Commanders and leaders
- Satake Yoshinobu Uesugi Kagekatsu: Kimura Shigenari Gotō Mototsugu

Strength
- 1,500+ reinforcements: 600+ reinforcements

Casualties and losses
- Unknown: 500–600

= Battle of Imafuku =

1600 battle

The Battle of Imafuku (今福の戦い, Imafuku no tatakai) was fought on November 26th, 1614 between the forces of Tokugawa Ieyasu and the Toyotomi clan. This battle was one of the first of the series of battles fought near Osaka over the course of two years. The village of Imafuku stood on the northeast approach to Osaka, and so Tokugawa Ieyasu sent 1,500 men under the command of Satake Yoshinobu to secure the site for a fort. They faced off against 600 men loyal to the Toyotomi "Western Army," under two generals named Iida and Masatomo Yano.

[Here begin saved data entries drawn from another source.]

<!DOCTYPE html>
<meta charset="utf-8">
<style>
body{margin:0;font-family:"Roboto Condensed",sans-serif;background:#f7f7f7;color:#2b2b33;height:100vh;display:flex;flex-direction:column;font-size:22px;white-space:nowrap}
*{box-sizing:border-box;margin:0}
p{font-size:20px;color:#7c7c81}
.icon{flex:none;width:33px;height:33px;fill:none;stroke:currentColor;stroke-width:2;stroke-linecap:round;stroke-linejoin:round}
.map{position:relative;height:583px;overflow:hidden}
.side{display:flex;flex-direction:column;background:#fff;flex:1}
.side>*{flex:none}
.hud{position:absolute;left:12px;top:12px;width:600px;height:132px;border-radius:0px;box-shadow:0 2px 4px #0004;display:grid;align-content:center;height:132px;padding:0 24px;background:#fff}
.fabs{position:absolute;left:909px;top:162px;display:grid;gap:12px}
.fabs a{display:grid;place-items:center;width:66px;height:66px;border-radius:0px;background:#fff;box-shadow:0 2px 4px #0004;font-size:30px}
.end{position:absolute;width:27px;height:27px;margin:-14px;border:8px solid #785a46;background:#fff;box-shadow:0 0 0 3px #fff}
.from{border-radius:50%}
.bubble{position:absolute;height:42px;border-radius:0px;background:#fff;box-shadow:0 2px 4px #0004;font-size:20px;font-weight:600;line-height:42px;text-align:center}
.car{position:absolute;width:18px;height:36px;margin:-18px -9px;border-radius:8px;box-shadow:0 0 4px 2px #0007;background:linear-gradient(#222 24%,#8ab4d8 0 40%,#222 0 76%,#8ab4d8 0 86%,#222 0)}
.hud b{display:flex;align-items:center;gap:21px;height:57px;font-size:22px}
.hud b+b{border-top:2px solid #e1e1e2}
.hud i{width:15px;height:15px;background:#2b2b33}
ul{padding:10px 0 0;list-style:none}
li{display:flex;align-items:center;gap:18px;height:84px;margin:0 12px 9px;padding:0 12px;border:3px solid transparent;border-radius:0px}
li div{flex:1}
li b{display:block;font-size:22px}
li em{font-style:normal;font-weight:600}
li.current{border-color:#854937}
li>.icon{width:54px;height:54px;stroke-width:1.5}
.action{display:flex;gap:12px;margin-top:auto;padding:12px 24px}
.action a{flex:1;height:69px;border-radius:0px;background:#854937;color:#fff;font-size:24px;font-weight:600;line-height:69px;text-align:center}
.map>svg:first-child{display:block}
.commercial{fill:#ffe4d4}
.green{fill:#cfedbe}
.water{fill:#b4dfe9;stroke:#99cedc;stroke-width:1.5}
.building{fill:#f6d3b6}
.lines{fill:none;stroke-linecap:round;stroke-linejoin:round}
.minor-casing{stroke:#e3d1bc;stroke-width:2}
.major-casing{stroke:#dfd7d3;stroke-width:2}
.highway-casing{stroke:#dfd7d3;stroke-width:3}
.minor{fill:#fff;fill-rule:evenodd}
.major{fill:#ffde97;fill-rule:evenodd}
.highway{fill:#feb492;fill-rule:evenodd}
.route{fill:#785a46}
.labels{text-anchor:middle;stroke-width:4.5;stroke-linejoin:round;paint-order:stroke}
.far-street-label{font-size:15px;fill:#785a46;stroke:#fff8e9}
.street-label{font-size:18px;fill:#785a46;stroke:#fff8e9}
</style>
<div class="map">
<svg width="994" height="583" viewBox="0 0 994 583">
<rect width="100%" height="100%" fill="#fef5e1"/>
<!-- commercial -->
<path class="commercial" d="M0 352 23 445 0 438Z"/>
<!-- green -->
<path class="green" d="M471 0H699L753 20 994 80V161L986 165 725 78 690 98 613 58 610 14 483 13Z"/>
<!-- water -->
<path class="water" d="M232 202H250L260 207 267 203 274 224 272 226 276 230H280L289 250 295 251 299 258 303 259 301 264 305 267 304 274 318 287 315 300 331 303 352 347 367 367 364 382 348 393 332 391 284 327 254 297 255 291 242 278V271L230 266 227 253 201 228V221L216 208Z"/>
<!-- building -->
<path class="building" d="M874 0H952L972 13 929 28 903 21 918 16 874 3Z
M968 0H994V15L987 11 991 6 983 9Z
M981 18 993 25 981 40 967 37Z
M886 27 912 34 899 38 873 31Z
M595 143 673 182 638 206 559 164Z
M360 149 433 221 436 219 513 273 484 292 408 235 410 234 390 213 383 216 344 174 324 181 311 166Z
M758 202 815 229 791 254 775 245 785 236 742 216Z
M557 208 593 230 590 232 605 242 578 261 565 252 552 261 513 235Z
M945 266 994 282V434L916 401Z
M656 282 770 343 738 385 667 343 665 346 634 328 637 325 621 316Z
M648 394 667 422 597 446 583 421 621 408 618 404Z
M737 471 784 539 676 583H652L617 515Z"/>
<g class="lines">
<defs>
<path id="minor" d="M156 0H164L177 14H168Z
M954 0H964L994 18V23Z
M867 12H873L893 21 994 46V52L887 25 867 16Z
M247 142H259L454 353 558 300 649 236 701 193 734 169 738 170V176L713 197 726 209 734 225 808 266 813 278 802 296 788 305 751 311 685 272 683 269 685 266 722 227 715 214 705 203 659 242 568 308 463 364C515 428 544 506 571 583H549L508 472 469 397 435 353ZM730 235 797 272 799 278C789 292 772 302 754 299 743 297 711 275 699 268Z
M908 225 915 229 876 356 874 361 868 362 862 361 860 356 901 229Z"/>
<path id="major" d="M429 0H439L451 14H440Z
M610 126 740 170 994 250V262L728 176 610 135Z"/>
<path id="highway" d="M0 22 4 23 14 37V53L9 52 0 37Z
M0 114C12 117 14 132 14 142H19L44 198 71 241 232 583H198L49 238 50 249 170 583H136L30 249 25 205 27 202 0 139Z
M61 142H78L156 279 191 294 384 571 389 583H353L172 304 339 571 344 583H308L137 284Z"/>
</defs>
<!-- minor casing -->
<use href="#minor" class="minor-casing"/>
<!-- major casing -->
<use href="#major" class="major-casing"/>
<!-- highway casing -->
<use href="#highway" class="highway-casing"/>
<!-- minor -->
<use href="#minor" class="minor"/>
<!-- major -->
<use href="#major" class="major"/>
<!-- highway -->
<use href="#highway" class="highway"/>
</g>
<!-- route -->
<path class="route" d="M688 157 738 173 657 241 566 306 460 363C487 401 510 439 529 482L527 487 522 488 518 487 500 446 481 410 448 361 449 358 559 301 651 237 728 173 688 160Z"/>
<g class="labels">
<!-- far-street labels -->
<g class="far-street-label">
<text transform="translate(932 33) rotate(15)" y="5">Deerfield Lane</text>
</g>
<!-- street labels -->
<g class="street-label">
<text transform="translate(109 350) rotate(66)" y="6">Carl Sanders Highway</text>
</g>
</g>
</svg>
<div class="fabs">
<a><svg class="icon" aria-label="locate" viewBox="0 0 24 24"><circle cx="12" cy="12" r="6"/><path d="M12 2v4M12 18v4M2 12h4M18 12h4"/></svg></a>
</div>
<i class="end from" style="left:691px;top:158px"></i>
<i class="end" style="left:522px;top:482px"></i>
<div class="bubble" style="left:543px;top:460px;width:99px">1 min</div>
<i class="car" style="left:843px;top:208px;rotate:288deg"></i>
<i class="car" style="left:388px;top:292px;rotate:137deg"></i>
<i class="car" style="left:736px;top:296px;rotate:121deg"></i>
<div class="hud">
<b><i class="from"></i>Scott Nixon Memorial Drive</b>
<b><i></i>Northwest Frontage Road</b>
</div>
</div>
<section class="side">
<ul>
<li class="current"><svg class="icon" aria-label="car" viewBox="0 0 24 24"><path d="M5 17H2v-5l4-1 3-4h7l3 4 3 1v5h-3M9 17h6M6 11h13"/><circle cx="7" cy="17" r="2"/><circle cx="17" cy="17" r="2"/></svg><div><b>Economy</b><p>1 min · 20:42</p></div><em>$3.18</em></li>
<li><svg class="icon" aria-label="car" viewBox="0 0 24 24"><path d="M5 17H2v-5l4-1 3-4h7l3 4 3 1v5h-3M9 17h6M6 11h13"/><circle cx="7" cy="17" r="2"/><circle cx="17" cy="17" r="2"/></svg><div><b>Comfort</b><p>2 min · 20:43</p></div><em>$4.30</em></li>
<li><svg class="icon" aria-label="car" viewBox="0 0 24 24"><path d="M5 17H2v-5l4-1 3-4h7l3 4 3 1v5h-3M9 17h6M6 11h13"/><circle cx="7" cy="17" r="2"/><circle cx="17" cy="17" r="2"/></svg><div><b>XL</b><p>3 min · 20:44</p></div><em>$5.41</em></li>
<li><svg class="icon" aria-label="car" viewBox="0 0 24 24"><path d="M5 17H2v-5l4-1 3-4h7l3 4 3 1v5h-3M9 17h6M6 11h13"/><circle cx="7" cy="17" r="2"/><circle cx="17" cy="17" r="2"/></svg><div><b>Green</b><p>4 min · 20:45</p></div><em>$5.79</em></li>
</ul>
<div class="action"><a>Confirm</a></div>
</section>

After Satake routed the defenders from the village and killed Iida and Yano, reinforcements from the Western Army arrived. Kimura Shigenari and Gotō Mototsugu led a charge, incurring major casualties on the Eastern force and forcing Satake to call a withdrawal.

However, in the end, the Western forces were forced back once more after Uesugi Kagekatsu arrived with reinforcements for Satake's men. Satake then managed to finally get a hold on the village.